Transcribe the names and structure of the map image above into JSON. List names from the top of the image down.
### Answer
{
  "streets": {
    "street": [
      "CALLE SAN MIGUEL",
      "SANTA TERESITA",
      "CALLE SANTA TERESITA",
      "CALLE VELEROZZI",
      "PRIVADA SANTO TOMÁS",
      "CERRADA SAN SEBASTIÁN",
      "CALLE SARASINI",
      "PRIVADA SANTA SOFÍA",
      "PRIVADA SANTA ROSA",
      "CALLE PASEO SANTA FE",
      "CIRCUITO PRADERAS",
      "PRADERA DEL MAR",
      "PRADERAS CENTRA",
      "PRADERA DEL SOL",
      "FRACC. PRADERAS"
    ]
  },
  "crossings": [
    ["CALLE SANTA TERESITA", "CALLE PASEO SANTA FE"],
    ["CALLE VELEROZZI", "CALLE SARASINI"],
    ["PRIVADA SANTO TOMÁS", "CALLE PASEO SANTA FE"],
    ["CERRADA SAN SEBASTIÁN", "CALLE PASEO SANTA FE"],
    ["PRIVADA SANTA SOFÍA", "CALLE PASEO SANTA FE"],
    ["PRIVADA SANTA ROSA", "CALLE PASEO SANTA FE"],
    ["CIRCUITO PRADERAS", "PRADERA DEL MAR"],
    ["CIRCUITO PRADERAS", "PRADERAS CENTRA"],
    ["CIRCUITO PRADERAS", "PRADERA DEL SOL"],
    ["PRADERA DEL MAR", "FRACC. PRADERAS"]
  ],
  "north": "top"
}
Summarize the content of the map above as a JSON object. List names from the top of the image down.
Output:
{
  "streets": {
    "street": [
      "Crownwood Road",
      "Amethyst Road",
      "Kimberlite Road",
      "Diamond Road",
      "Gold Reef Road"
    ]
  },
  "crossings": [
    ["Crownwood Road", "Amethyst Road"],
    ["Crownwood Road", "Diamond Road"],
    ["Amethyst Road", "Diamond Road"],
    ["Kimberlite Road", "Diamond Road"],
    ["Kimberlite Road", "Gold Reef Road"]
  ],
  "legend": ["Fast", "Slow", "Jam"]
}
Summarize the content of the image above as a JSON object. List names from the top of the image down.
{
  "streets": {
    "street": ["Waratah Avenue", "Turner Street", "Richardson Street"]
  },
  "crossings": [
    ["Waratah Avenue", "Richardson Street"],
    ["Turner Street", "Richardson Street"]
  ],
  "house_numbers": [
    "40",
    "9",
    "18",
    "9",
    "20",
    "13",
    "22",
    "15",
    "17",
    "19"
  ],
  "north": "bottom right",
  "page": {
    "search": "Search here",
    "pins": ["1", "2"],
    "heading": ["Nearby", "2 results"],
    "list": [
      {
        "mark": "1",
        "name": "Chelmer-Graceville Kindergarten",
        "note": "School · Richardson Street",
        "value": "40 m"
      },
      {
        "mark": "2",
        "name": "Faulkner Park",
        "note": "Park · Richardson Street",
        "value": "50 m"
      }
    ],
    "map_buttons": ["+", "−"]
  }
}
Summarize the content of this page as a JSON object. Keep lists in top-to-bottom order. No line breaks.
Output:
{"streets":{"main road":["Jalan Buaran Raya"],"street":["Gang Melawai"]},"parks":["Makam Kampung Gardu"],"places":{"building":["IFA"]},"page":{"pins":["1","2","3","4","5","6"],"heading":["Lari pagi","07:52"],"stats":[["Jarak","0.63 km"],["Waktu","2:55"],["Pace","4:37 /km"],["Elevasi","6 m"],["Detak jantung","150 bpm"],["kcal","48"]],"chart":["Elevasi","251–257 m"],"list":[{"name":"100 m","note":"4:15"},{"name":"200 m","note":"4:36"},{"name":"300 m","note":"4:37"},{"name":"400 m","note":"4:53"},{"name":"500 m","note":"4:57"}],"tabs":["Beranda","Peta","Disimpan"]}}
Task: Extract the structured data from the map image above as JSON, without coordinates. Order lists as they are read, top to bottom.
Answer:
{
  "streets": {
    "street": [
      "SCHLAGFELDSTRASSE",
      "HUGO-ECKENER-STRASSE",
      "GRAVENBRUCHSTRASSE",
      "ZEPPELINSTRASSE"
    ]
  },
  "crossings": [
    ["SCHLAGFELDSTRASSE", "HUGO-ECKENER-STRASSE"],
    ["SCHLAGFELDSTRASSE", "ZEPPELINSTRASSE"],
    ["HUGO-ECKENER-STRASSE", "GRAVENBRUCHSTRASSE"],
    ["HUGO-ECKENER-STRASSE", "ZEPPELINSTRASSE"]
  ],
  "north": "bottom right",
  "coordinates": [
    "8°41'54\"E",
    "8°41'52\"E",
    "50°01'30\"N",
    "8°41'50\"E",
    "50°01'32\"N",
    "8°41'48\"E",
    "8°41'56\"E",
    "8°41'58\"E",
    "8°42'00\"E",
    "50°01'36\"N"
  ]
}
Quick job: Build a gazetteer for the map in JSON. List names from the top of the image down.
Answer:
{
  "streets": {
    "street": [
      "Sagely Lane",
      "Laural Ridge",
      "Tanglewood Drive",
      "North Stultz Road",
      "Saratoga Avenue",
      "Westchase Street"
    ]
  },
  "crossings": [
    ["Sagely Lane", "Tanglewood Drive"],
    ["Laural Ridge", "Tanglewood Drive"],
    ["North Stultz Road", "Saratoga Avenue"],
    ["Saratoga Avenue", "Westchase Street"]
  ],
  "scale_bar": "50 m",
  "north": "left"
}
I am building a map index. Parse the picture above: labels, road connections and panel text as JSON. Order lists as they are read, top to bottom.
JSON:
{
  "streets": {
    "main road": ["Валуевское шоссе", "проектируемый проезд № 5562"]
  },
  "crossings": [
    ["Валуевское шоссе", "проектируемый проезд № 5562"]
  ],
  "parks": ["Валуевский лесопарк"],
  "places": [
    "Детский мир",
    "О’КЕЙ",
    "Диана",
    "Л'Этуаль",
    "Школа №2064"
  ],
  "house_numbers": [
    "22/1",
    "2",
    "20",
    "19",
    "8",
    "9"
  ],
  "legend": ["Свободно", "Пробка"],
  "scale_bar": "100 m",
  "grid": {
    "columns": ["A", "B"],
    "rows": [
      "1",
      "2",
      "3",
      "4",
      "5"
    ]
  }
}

━━━━

- _WORK ITEM_:
Please write out all the data above, exactly as it reads.

- _TASK ANSWER_:
Transcribe the names and structure of the map image above into JSON. List names from the top of the image down.
### Answer
{
  "streets": {
    "street": [
      "CALLE SAN MIGUEL",
      "SANTA TERESITA",
      "CALLE SANTA TERESITA",
      "CALLE VELEROZZI",
      "PRIVADA SANTO TOMÁS",
      "CERRADA SAN SEBASTIÁN",
      "CALLE SARASINI",
      "PRIVADA SANTA SOFÍA",
      "PRIVADA SANTA ROSA",
      "CALLE PASEO SANTA FE",
      "CIRCUITO PRADERAS",
      "PRADERA DEL MAR",
      "PRADERAS CENTRA",
      "PRADERA DEL SOL",
      "FRACC. PRADERAS"
    ]
  },
  "crossings": [
    ["CALLE SANTA TERESITA", "CALLE PASEO SANTA FE"],
    ["CALLE VELEROZZI", "CALLE SARASINI"],
    ["PRIVADA SANTO TOMÁS", "CALLE PASEO SANTA FE"],
    ["CERRADA SAN SEBASTIÁN", "CALLE PASEO SANTA FE"],
    ["PRIVADA SANTA SOFÍA", "CALLE PASEO SANTA FE"],
    ["PRIVADA SANTA ROSA", "CALLE PASEO SANTA FE"],
    ["CIRCUITO PRADERAS", "PRADERA DEL MAR"],
    ["CIRCUITO PRADERAS", "PRADERAS CENTRA"],
    ["CIRCUITO PRADERAS", "PRADERA DEL SOL"],
    ["PRADERA DEL MAR", "FRACC. PRADERAS"]
  ],
  "north": "top"
}
Summarize the content of the map above as a JSON object. List names from the top of the image down.
Output:
{
  "streets": {
    "street": [
      "Crownwood Road",
      "Amethyst Road",
      "Kimberlite Road",
      "Diamond Road",
      "Gold Reef Road"
    ]
  },
  "crossings": [
    ["Crownwood Road", "Amethyst Road"],
    ["Crownwood Road", "Diamond Road"],
    ["Amethyst Road", "Diamond Road"],
    ["Kimberlite Road", "Diamond Road"],
    ["Kimberlite Road", "Gold Reef Road"]
  ],
  "legend": ["Fast", "Slow", "Jam"]
}
Summarize the content of the image above as a JSON object. List names from the top of the image down.
{
  "streets": {
    "street": ["Waratah Avenue", "Turner Street", "Richardson Street"]
  },
  "crossings": [
    ["Waratah Avenue", "Richardson Street"],
    ["Turner Street", "Richardson Street"]
  ],
  "house_numbers": [
    "40",
    "9",
    "18",
    "9",
    "20",
    "13",
    "22",
    "15",
    "17",
    "19"
  ],
  "north": "bottom right",
  "page": {
    "search": "Search here",
    "pins": ["1", "2"],
    "heading": ["Nearby", "2 results"],
    "list": [
      {
        "mark": "1",
        "name": "Chelmer-Graceville Kindergarten",
        "note": "School · Richardson Street",
        "value": "40 m"
      },
      {
        "mark": "2",
        "name": "Faulkner Park",
        "note": "Park · Richardson Street",
        "value": "50 m"
      }
    ],
    "map_buttons": ["+", "−"]
  }
}
Summarize the content of this page as a JSON object. Keep lists in top-to-bottom order. No line breaks.
Output:
{"streets":{"main road":["Jalan Buaran Raya"],"street":["Gang Melawai"]},"parks":["Makam Kampung Gardu"],"places":{"building":["IFA"]},"page":{"pins":["1","2","3","4","5","6"],"heading":["Lari pagi","07:52"],"stats":[["Jarak","0.63 km"],["Waktu","2:55"],["Pace","4:37 /km"],["Elevasi","6 m"],["Detak jantung","150 bpm"],["kcal","48"]],"chart":["Elevasi","251–257 m"],"list":[{"name":"100 m","note":"4:15"},{"name":"200 m","note":"4:36"},{"name":"300 m","note":"4:37"},{"name":"400 m","note":"4:53"},{"name":"500 m","note":"4:57"}],"tabs":["Beranda","Peta","Disimpan"]}}
Task: Extract the structured data from the map image above as JSON, without coordinates. Order lists as they are read, top to bottom.
Answer:
{
  "streets": {
    "street": [
      "SCHLAGFELDSTRASSE",
      "HUGO-ECKENER-STRASSE",
      "GRAVENBRUCHSTRASSE",
      "ZEPPELINSTRASSE"
    ]
  },
  "crossings": [
    ["SCHLAGFELDSTRASSE", "HUGO-ECKENER-STRASSE"],
    ["SCHLAGFELDSTRASSE", "ZEPPELINSTRASSE"],
    ["HUGO-ECKENER-STRASSE", "GRAVENBRUCHSTRASSE"],
    ["HUGO-ECKENER-STRASSE", "ZEPPELINSTRASSE"]
  ],
  "north": "bottom right",
  "coordinates": [
    "8°41'54\"E",
    "8°41'52\"E",
    "50°01'30\"N",
    "8°41'50\"E",
    "50°01'32\"N",
    "8°41'48\"E",
    "8°41'56\"E",
    "8°41'58\"E",
    "8°42'00\"E",
    "50°01'36\"N"
  ]
}
Quick job: Build a gazetteer for the map in JSON. List names from the top of the image down.
Answer:
{
  "streets": {
    "street": [
      "Sagely Lane",
      "Laural Ridge",
      "Tanglewood Drive",
      "North Stultz Road",
      "Saratoga Avenue",
      "Westchase Street"
    ]
  },
  "crossings": [
    ["Sagely Lane", "Tanglewood Drive"],
    ["Laural Ridge", "Tanglewood Drive"],
    ["North Stultz Road", "Saratoga Avenue"],
    ["Saratoga Avenue", "Westchase Street"]
  ],
  "scale_bar": "50 m",
  "north": "left"
}
I am building a map index. Parse the picture above: labels, road connections and panel text as JSON. Order lists as they are read, top to bottom.
JSON:
{
  "streets": {
    "main road": ["Валуевское шоссе", "проектируемый проезд № 5562"]
  },
  "crossings": [
    ["Валуевское шоссе", "проектируемый проезд № 5562"]
  ],
  "parks": ["Валуевский лесопарк"],
  "places": [
    "Детский мир",
    "О’КЕЙ",
    "Диана",
    "Л'Этуаль",
    "Школа №2064"
  ],
  "house_numbers": [
    "22/1",
    "2",
    "20",
    "19",
    "8",
    "9"
  ],
  "legend": ["Свободно", "Пробка"],
  "scale_bar": "100 m",
  "grid": {
    "columns": ["A", "B"],
    "rows": [
      "1",
      "2",
      "3",
      "4",
      "5"
    ]
  }
}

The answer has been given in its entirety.